While Christmas ads have been gracing our screens for a number of weeks now, I believed it would be remiss to write a G|B|U until December was officially upon us. Now that I’ve cracked open my advent calendar and am in a perpetual Christmas Eve mindset, it’s time for me to bring poison pen onto that most hallowed of advertising periods: Christmas
It’s my favourite holiday and it doesn’t take a lot to impress me over this period. Make me smile, laugh or just be adorable, and you get a gold star from me. But how do this year’s holiday ads measure up?
Ahead of the Pack
An honourable mention must, in my opinion, go to John Lewis. From around the 15th of November, you cannot get through a day without the inevitable question arising: “has the John Lewis ad aired yet?”. They have sparked nostalgia, made us gasp in awe, and brought many a tear to even the hardiest of souls. As such, it feels unfair to consider it amongst the Good, Bad or Ugly: they exist in a class of their own.
With that said, this year’s ad is not up to snuff. Don’t get me wrong: I have a soft spot for Elton John, and “Your Song” is one of my favourite songs. But Elton John alone does not a good Christmas ad make.
Think back to 2011 and “The Long Wait”, all about a little boy who was so excited for Christmas, just so he could give a gift to his mum and dad. A look back at Elton’s life cannot possibly provoke these kinds of emotion. However, a much more successful ad series comes from John Lewis’ partner in crime: Waitrose. The theme “Too good to wait” allows for a much more lighthearted ad: be it through skipping the Christmas lights countdown or fast-forwarding through the John Lewis ad (we’ve all done it), these snappy placements are much more engaging and refreshing than Elton’s story. Plus, the dad saying “Stollen?” gets me every time.

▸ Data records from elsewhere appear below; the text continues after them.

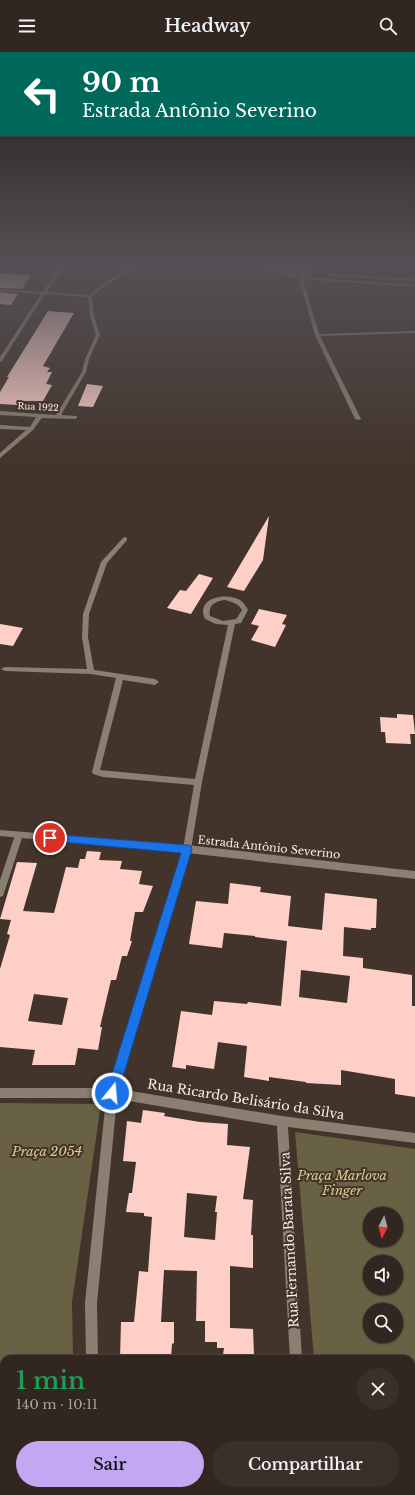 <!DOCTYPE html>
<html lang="pt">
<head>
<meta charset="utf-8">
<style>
  :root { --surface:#322720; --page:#3a2f29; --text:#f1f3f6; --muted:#a8a5a5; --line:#4d443e; --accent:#c2a8f2 }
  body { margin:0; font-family:"Libre Baskerville",serif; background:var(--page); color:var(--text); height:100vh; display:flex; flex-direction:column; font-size:15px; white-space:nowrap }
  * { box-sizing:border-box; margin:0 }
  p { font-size:13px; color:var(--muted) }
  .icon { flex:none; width:22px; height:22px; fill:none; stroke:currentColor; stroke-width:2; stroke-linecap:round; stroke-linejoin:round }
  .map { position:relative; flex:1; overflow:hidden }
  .drawer { position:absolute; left:0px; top:1303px; width:415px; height:140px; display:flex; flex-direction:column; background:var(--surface); border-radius:12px 12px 0 0; box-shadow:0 1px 3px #0004,0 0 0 1px var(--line) }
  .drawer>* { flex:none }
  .guide { position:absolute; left:0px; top:0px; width:415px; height:84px; box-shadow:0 1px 3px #0004,0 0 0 1px var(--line); background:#00695c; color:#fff; overflow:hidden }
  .needle { width:26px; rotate:186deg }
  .controls { position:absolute; left:363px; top:1155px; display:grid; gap:8px }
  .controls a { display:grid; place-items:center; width:40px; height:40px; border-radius:50%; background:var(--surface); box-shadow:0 1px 3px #0004,0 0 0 1px var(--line); font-size:20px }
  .pin { position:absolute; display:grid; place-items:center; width:34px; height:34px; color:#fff; margin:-17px; border:2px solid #fff; border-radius:50%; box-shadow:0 1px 4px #0007 }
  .me { position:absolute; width:44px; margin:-22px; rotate:17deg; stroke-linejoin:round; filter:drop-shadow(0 0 3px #0008) }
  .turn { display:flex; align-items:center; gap:14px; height:84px; padding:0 16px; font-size:18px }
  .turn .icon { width:52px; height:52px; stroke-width:2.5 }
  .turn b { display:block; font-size:28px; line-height:34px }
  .round { display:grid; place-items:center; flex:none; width:42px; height:42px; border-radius:21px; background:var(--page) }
  .headline { display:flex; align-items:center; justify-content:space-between; height:68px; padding:0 16px }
  h1 { font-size:24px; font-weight:600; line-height:30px; color:#1e9e55 }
  .cta { display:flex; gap:8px; margin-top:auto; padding:8px 16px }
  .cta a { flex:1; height:46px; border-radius:24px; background:var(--accent); color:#111; font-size:16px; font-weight:600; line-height:46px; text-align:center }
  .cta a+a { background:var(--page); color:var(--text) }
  header { display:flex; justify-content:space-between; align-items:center; height:52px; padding:0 16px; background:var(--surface); font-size:18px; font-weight:600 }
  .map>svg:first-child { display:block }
  .green { fill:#686143; fill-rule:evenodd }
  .building { fill:#fecfc7; fill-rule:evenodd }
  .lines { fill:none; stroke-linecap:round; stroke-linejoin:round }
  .minor { fill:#8a7f71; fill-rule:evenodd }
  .tertiary { fill:#8a7f71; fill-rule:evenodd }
  .route { fill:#1a73e8; stroke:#114b97 }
  .labels { text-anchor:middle; stroke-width:4; stroke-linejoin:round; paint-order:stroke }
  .far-street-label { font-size:9px; fill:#f7eee8; stroke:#42342b }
  .street-label { font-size:11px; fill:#f7eee8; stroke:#42342b }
  .near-street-label { font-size:13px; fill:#f7eee8; stroke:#42342b }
  .near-park-label { font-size:13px; font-style:italic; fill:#dfcf8f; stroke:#42342b }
</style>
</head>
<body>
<header><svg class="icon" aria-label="menu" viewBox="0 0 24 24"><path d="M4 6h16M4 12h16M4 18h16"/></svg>Headway<svg class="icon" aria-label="search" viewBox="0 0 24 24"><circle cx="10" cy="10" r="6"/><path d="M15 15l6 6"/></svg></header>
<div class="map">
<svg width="415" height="1443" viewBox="0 0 415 1443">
  <rect width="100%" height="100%" fill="#42342b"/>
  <!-- green -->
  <g class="green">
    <path d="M0,1051L101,1052L72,1250L73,1307H4V1439H75V1443H0Z"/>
    <path d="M295,1080L415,1097V1443H346L345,1439H411V1307H314ZM370,1162H396V1188H370ZM370,1210H396V1236H370ZM370,1258H396V1284H370Z"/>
  </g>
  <!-- building -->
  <g class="building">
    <path d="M0,221L31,223L22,237L0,236Z"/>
    <path d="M0,240L18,242L11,253L0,252Z"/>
    <path d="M48,259L74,261L43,314L50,316L47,320H52L46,332L52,333L43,349H19L17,353L0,352V340L9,325H7Z"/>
    <path d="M87,332L103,334L93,355L78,354Z"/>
    <path d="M269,464L263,508L244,539L227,535Z"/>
    <path d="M199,522L213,526L191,562L167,556L180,538L186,539Z"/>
    <path d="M259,557L287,563L282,572L286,573L275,595L251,588L259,574L251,572Z"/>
    <path d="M0,572L23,576L13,594L0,592Z"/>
    <path d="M397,662L413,663L415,682H410L411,692L386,691L385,680H381L380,665L397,666Z"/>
    <path d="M87,799L101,800L99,808L122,809L120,817L142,819L139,832L153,834L143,860H135L130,889H132L127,904H122L116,928H111L100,975H102L98,998L78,996L75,1013H32L35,998L0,995V917L10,883L7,882L11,868L0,867L17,810L37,811L23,859L54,861L66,815L78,816L80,807H85ZM34,942L68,946L62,973L28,969Z"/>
    <path d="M230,831L261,835L260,840L291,844L288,874L322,878L325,841L377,847L376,876H371V878L344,875L343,904L363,906V916L412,923V954H415V1045L395,1042V1027L341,1018V1033L306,1031V1030L269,1025V1029L244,1025L247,994L218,990L214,1017L186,1013V1017L172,1015L181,959L212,963L214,949L247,952L248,950L281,954L287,889L255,885V884L224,881L222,896L189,892L196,849L228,852ZM301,918L350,924L347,951L299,945Z"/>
    <path d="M143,1058L165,1061L164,1064L200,1070L228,1072L227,1093L250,1095L243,1147L253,1148L251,1183H253V1216L230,1214V1276L253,1277L254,1303H223L224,1296H217V1290H205V1269H196L197,1219L164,1218L161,1270H174V1291L172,1292L171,1307H120L121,1270H134L139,1219L148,1220L152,1165L144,1164V1161L126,1160L129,1141H132L136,1110L123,1109L127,1069L141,1071ZM187,1141L217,1144L215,1160H217L215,1188L184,1185Z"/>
  </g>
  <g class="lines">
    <!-- minor -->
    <g class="minor">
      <path d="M61,212H65L47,240L89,243L109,228L135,212H139L137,215L111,230L92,244L94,264L100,283L89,307L86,320L61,363L77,364V366L75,367L40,366L37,364L40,362L56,363L82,320L85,307L96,283L90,264L88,245L45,242L2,309L0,310V305L41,242L0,239V237L43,240Z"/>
      <path d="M254,212H261L300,224L302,221L274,212H281L304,219L311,212H316L308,220H309V222H306L304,225L415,233V235L303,227L319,282L415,279V281L320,284L361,367L360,368L355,367L315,283L299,227Z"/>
      <path d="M330,222L415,227V229L329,224Z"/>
      <path d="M125,485L127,486V488L107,511L89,562L88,585L94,618L155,627L159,630L155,633L123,628L100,718L195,727L228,573L216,572L205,567C195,545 227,540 240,548C244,551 246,554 248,558L241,571L235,572L202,730L191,797L119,1037L282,1064L415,1081V1091L288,1075L302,1307H290L277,1074L117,1047L97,1251L98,1307H86L85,1251L106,1046H0V1036H108L183,797L194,733L103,725L93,722L92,720L116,626L91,622L5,619L1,617L5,615L87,617L82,585L83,562L101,510L123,486ZM225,548C232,550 238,551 242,558L236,567L223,569L210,564C208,553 215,549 225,548Z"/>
      <path d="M19,780L22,781L23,783L4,841L3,844L0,845V828L15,783L16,781Z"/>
      <path d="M86,1439H100L101,1443H87Z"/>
      <path d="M317,1439H331L332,1443H318Z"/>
    </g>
    <!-- tertiary -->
    <g class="tertiary">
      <path d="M0,359L40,362L43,364L33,378L0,406V401L26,378L0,377V373L30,375L36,365L0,363Z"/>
      <path d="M0,778L187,793L415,819V827L187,801L0,784Z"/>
    </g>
  </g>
  <!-- sky -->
  <linearGradient id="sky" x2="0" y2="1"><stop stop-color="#241d18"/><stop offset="0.51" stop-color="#545055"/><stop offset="1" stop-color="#545055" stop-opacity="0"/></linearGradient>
  <rect width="415" height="414" fill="url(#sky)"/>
  <!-- route -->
  <path class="route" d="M50,782L187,793L191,794L192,797L118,1041L116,1045L112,1047L108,1045L106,1041L181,801L50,789L46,788L45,786L46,783Z"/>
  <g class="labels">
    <!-- far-street labels -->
    <g class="far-street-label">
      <text transform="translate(38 355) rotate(3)" y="3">Rua 1922</text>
    </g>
    <!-- street labels -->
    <g class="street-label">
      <text transform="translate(269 795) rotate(6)" y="4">Estrada Antônio Severino</text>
    </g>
    <!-- near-street labels -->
    <g class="near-street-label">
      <text transform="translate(246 1047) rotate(9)" y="5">Rua Ricardo Belisário da Silva</text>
      <text transform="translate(289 1188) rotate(-93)" y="5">Rua Fernando Barata Silva</text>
    </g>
    <!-- near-park labels -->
    <g class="near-park-label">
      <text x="47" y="1104">Praça 2054</text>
      <text x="342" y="1128">Praça Marlova<tspan x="342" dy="15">Finger</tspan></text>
    </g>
  </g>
</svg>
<div class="controls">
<a><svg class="needle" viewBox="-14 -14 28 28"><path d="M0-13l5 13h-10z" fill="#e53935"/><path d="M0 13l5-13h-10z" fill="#a8a5a5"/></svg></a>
<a><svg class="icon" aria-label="sound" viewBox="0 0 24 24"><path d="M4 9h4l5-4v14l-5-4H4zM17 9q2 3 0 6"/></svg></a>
<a><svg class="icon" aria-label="search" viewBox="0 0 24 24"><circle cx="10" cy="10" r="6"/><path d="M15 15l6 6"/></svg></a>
</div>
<div class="pin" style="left:50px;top:786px;background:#d93025"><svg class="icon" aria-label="arrive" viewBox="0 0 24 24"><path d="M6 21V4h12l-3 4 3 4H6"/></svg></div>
<svg class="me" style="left:112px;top:1041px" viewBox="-20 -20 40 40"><circle r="17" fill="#1a73e8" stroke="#fff" stroke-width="3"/><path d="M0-11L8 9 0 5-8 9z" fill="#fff"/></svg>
<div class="guide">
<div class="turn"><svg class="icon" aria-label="left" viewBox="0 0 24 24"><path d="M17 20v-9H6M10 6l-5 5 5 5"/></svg><div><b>90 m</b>Estrada Antônio Severino</div></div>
</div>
<section class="drawer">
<div class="headline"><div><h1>1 min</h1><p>140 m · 10:11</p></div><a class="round"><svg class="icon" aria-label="close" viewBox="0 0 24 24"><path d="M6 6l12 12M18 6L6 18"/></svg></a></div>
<div class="cta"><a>Sair</a><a>Compartilhar</a></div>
</section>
</div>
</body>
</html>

On the upside, even the worst John Lewis ad is still better than some of the Bad and Ugly of Christmas advertising. More on that later.
With that out of the way, let’s turn our attention to the Good of Christmas advertising. There’s a lot of them and this is by no means an exhaustive list, but just a few of my favourites.
Claiming my top spot this year is the Sainsbury’s ad: a wholesome depiction of a Christmas play that makes me die of cuteness in exactly 25 seconds, and makes me cry in 33. These kids are adorable: from their giggles to the little waves to their parents in the audience, they’re funny (big fan of the one playing the Queen), and I am rooting for Plug Boy – who I believe should be our new national hero. I love it, and I want 10 more of these ads throughout the year.
I’m also a big fan of Spotify’s Wrapped campaign, which is a great example of effective personalisation and a very literal interpretation of data-driven marketing. It’s really fun, and something I look forward to every year.
Final mention goes to the Heathrow Bears. Funny and emotional in equal measures, my poor heart simply cannot handle the tiny bear reaching out to cuddle his grandmother. As someone who lives really far away from their family, this one hit me right in the feels and serves as a reminder that the season is really all about family.
There is one thing I truly, truly hate in Christmas ads, and it’s ads which merely show a stream of products. As we’ve seen above, there are ways for retailers to showcase their brands without a running list of products and prices. In a season fueled by imagination, laziness cannot be tolerated.
Marks and Spencers is the first on my naughty list, with a thoroughly lacklustre advert which highlights all the must-haves for the Christmas season. Going through their list, I found the only must-have I agreed with was “a little bit of Bridget”. I could give or take the rest. If this was an advert I could skip through, I wouldn’t even give it a second thought. F+F also elicits a similar reaction: there’s no story at all and it looks like it was a print campaign simply brought to life.
If Good is the Nice List and Bad is the Naughty List, then Ugly isn’t on any list.
The worst ad of the year, and I do not use this term lightly, comes from a brand which is much more high end. I will preface this with an observation: I am not Burberry’s target audience. but, good Lord that does not excuse the 1 minute and 47 seconds of drivel that they pushed out this year. This spot would be more befitting of Halloween: a creepy rendition of “Carol of the Bells” plays over some frankly dizzying camera-work. A cast of famous faces stays frozen in a number of “typical” holiday scenes – stuck on a delayed train, having Christmas dinner, watching TV – showing off the latest fashions and jewellery from the brand. The poses themselves look like something out of a horror film, something made even worse by the background music.
Burberry has produced something that is boring, a little bit scary, and thoroughly uncompelling. Not ideal for a Christmas ad.
I think that there is one key takeaway for Yuletide ads, and that’s simply to make people happy. People love the spreading and receiving Christmas joy, so make sure your spots give them that feeling too. It really is as simple as that in my book.
An aside: if you read this series intently, you’ll know I have a soft spot for KFC ads. Their Holiday ad also does not disappoint.